### [What the task asks]
The records follow. Count the lines holding "function" and give only the number.

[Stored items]

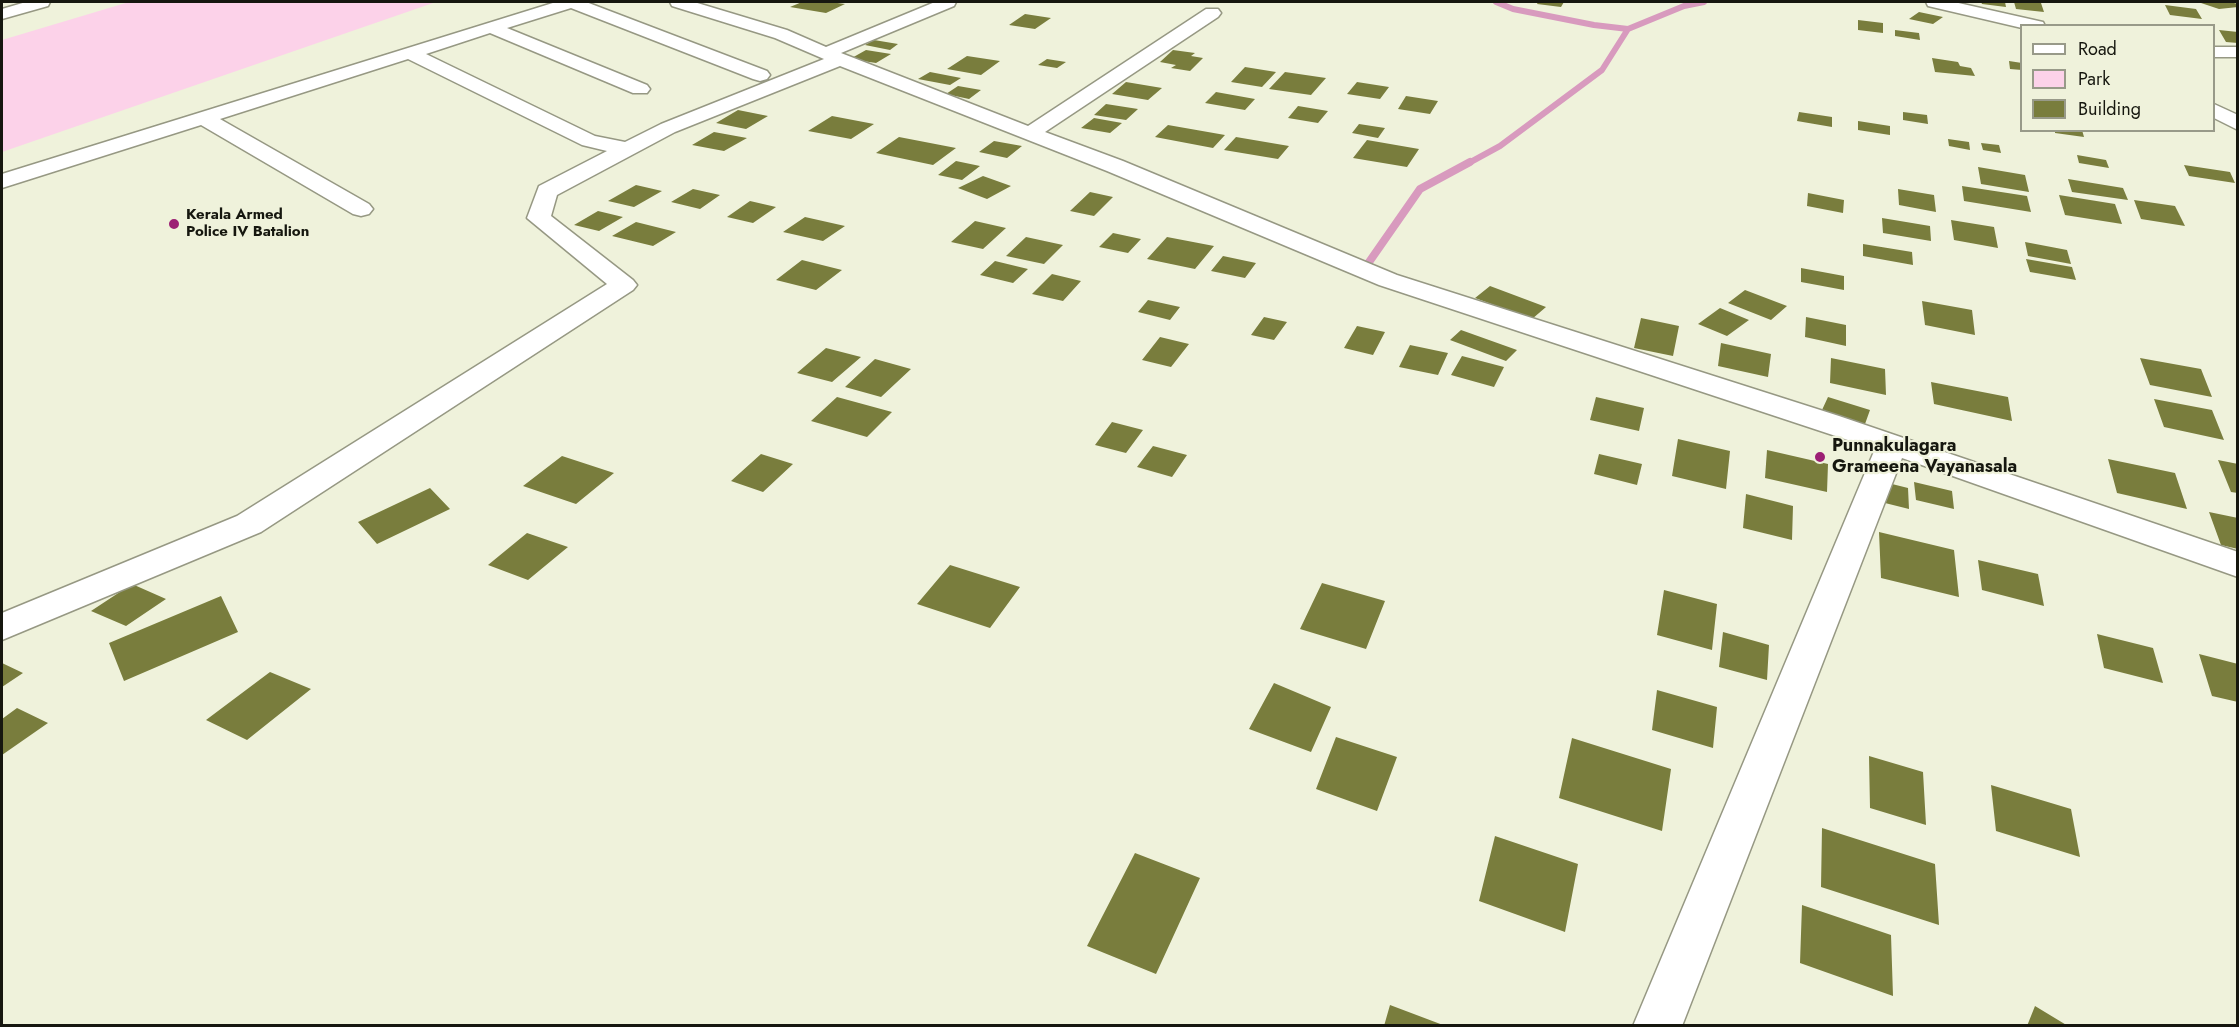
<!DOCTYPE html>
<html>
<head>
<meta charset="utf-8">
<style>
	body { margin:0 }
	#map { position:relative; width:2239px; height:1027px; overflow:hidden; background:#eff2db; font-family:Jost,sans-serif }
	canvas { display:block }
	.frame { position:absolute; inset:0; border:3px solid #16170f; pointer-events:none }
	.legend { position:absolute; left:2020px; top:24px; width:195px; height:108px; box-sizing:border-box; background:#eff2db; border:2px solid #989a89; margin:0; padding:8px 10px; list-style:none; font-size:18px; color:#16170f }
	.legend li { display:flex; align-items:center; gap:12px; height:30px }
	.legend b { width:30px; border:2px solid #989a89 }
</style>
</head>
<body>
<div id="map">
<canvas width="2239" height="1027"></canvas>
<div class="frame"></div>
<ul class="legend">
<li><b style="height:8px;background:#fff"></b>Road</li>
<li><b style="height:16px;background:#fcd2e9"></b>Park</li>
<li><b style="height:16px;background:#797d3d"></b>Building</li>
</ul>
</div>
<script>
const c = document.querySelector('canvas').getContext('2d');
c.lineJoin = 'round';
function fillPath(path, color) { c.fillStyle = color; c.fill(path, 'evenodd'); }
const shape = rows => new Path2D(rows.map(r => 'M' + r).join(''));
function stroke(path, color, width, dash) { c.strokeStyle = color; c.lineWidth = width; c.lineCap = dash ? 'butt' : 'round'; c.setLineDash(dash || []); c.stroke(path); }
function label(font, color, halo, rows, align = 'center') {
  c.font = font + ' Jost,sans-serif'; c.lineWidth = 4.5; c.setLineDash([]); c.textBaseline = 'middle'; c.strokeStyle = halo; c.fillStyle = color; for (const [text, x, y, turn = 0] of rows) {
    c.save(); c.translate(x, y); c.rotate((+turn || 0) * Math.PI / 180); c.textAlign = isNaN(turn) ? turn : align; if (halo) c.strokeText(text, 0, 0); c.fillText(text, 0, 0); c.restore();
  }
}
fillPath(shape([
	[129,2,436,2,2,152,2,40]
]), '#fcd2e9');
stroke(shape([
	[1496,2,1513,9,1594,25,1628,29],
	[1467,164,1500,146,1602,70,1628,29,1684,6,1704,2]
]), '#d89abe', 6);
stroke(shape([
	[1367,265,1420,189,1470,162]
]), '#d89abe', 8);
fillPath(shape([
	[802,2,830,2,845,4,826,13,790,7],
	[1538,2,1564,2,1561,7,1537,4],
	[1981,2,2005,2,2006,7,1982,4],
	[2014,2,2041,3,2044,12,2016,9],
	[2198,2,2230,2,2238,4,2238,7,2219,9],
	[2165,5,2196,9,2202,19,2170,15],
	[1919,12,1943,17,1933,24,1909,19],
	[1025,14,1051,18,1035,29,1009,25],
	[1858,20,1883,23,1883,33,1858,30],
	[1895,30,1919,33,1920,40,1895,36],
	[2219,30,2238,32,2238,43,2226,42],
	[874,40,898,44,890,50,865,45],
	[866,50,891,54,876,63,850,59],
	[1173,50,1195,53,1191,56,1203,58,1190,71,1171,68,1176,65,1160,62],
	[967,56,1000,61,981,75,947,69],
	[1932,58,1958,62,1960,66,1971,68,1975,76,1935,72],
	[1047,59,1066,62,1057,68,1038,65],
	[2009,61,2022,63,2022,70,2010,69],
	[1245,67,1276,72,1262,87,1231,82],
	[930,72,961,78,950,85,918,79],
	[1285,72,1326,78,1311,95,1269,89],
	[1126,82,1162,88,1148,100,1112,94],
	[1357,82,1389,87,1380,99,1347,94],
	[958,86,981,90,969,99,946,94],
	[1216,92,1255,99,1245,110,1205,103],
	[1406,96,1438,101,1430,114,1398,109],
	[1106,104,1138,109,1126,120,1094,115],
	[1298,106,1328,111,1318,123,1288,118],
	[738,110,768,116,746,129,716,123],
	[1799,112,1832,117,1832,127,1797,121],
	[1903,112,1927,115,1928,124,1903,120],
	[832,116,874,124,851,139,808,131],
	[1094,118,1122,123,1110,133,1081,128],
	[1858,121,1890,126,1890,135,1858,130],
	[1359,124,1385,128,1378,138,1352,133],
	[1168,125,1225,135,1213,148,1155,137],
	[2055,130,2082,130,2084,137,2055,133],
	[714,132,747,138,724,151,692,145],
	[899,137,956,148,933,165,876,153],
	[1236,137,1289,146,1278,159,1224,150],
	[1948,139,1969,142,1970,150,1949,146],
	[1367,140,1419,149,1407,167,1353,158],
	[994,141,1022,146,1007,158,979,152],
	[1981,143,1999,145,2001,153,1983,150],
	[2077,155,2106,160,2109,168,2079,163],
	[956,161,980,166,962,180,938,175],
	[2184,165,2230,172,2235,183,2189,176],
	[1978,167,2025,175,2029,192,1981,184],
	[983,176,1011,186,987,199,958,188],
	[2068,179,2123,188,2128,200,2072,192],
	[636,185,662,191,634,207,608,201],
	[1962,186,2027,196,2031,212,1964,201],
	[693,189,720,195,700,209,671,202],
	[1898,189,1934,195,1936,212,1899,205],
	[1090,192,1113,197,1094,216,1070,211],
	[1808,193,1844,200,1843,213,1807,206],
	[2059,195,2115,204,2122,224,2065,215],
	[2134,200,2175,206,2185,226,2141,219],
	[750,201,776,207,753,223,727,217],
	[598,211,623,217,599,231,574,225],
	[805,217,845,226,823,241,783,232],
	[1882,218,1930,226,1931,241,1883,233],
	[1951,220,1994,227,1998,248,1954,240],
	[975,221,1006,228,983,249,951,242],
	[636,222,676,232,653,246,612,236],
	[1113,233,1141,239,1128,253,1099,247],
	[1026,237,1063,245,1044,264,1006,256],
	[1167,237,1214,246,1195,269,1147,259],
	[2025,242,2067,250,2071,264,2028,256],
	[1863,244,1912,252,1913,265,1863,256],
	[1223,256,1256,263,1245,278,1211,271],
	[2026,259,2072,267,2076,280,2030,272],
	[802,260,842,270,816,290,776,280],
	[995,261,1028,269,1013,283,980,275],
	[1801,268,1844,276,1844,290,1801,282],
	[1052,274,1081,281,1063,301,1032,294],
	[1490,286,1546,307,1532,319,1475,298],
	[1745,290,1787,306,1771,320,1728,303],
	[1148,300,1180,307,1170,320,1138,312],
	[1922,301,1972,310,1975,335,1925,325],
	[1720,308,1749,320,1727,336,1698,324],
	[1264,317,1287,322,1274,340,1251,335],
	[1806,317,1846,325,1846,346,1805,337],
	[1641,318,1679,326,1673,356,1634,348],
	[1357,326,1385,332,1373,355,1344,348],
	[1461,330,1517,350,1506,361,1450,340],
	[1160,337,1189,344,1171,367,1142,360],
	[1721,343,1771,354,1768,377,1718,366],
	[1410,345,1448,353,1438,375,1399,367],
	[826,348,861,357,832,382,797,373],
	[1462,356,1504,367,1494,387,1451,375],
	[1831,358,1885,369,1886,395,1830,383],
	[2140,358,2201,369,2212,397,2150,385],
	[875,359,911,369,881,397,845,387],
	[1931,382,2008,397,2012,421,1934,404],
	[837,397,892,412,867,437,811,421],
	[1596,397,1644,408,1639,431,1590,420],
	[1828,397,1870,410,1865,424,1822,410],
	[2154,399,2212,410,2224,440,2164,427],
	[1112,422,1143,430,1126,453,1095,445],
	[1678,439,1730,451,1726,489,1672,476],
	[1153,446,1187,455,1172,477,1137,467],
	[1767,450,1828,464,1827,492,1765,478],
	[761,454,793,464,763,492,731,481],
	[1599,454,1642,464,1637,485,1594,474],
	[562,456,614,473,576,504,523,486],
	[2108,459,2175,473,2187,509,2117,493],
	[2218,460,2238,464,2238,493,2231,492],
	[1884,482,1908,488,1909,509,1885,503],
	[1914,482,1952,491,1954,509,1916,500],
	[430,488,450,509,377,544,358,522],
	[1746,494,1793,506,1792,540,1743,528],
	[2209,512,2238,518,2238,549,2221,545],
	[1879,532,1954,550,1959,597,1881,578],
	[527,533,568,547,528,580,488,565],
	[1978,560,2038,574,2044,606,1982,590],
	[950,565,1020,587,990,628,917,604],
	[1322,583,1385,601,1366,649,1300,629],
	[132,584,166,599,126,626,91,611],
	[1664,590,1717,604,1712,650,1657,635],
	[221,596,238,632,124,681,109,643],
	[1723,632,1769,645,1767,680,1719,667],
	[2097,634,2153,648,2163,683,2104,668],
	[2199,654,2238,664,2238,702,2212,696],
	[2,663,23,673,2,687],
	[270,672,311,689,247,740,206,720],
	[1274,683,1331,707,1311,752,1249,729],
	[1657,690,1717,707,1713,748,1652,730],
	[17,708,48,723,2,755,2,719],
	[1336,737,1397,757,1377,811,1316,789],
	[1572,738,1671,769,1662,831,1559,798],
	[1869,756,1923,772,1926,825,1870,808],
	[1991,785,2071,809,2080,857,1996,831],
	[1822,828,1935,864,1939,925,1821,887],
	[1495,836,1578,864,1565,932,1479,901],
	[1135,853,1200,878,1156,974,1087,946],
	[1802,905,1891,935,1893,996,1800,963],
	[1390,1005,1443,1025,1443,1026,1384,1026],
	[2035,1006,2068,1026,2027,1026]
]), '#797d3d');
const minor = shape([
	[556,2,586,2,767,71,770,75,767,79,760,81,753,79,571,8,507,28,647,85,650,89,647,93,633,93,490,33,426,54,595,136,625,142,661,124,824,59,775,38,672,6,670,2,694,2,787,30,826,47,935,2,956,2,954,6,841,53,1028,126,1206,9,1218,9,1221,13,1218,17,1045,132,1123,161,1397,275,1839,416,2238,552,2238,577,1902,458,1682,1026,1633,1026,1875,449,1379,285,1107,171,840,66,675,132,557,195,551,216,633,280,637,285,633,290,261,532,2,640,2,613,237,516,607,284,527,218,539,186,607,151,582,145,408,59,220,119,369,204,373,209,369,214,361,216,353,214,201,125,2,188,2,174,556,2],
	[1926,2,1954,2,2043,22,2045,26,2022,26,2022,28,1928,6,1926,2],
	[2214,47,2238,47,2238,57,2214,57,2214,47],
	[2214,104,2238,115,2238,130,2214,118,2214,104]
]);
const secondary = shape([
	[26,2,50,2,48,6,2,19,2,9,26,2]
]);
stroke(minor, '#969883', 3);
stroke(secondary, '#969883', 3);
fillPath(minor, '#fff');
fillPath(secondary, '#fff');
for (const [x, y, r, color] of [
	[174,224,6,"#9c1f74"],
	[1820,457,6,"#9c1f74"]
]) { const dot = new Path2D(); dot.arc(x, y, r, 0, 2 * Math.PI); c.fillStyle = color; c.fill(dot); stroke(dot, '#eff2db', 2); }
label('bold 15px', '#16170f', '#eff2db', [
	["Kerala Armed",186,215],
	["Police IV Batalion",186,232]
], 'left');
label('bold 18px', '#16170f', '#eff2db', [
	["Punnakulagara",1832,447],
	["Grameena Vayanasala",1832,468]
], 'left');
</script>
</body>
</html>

### [Response]
3